Most people have played the game, Candy Land, but I would wager that few people know much about its origins. As a matter of fact, I wonder if other games had reasons for their creation that are vastly different than what anyone would expect. Candy Land (also known as Candyland) is a simple racing board game created by Eleanor Abbott and published by Milton Bradley in 1948. The game is suitable for young children, because it requires no reading and minimal counting skills. It also doesn’t require any strategy skills, because players are never required to make choices…simply following directions is all that is required. It seems that the game has never lost its appeal, because about one million copies are sold each year.

For most adults, the game loses its appeal pretty early on, and we all assume that it’s because it is a game that is designed for kids. We figure that once we get a little older, we simply move on to more complicated games to find any interest in them at all. And maybe that is true, but even that idea doesn’t touch on the real “idea” behind the game.
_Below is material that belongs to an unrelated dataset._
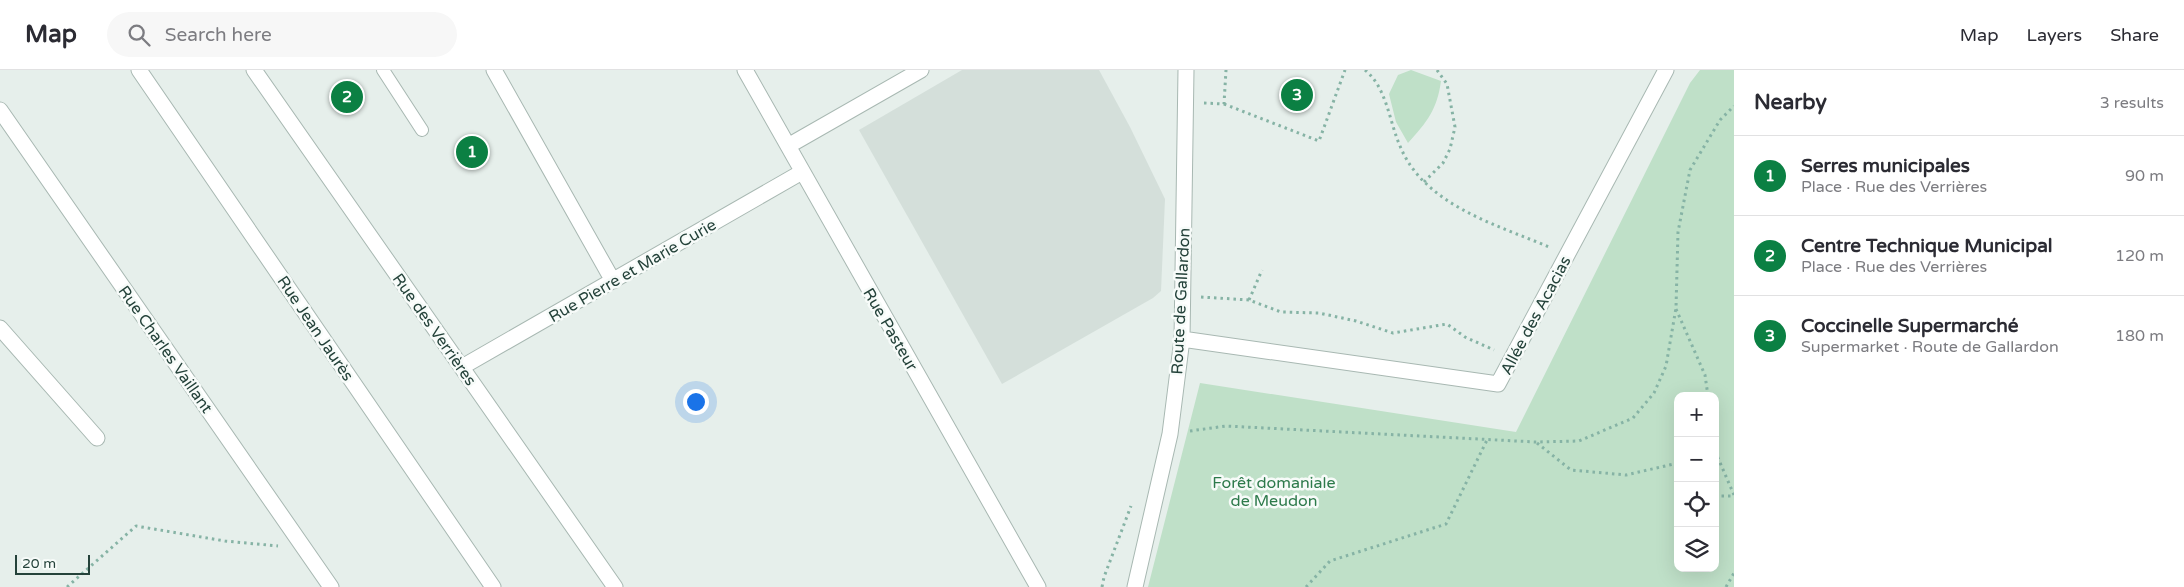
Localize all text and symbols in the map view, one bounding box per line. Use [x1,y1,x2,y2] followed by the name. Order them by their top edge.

The truth is that when she invented the game, Eleanor Abbott was recovering from polio in San Diego, California. She began to think of things that she and other recovering polio victims could do in their limited capacity. So, the game was made for and tested by the children in the same wards on the hospital. It was supposed to be a sort of occupational therapy game, but when they played it, the children suggested that Abbott submit the game to Milton Bradley Company. They knew that they enjoyed it, and thought all children would, not just those who had been ill with polio. Apparently, Milton Bradley agreed, because the bought it and first published it in 1949. It was intended to be a temporary fill-in for their, then main product line, school supplies. Surprisingly, Candy Land became Milton Bradley’s best-selling game, surpassing its previous top seller, Uncle Wiggily. It put Milton Bradley in the same league as its main competitor, Parker Brothers. It is said that the original art was designed by Abbott, but this is uncertain. The original purpose of the game was to give kids stuck in polio wards a way to vicariously move freely in the pursuit of delights. The original board featured a boy in a leg brace about to walk through starting gate of the game. Interesting!!